### DATASET EXCERPT

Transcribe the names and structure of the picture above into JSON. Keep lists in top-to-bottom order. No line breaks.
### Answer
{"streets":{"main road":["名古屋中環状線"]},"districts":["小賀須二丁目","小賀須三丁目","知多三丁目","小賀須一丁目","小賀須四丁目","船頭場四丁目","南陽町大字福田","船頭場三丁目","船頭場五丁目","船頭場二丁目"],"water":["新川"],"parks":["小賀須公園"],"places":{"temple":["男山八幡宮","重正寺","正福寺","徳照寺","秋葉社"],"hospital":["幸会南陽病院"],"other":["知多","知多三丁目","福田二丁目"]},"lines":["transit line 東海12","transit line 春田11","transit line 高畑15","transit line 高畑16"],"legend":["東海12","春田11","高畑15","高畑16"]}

### YOUR INSTRUCTIONS
Would you return all of the data exactly as given?

### TASK RESULT
Transcribe the names and structure of the picture above into JSON. Keep lists in top-to-bottom order. No line breaks.
### Answer
{"streets":{"main road":["名古屋中環状線"]},"districts":["小賀須二丁目","小賀須三丁目","知多三丁目","小賀須一丁目","小賀須四丁目","船頭場四丁目","南陽町大字福田","船頭場三丁目","船頭場五丁目","船頭場二丁目"],"water":["新川"],"parks":["小賀須公園"],"places":{"temple":["男山八幡宮","重正寺","正福寺","徳照寺","秋葉社"],"hospital":["幸会南陽病院"],"other":["知多","知多三丁目","福田二丁目"]},"lines":["transit line 東海12","transit line 春田11","transit line 高畑15","transit line 高畑16"],"legend":["東海12","春田11","高畑15","高畑16"]}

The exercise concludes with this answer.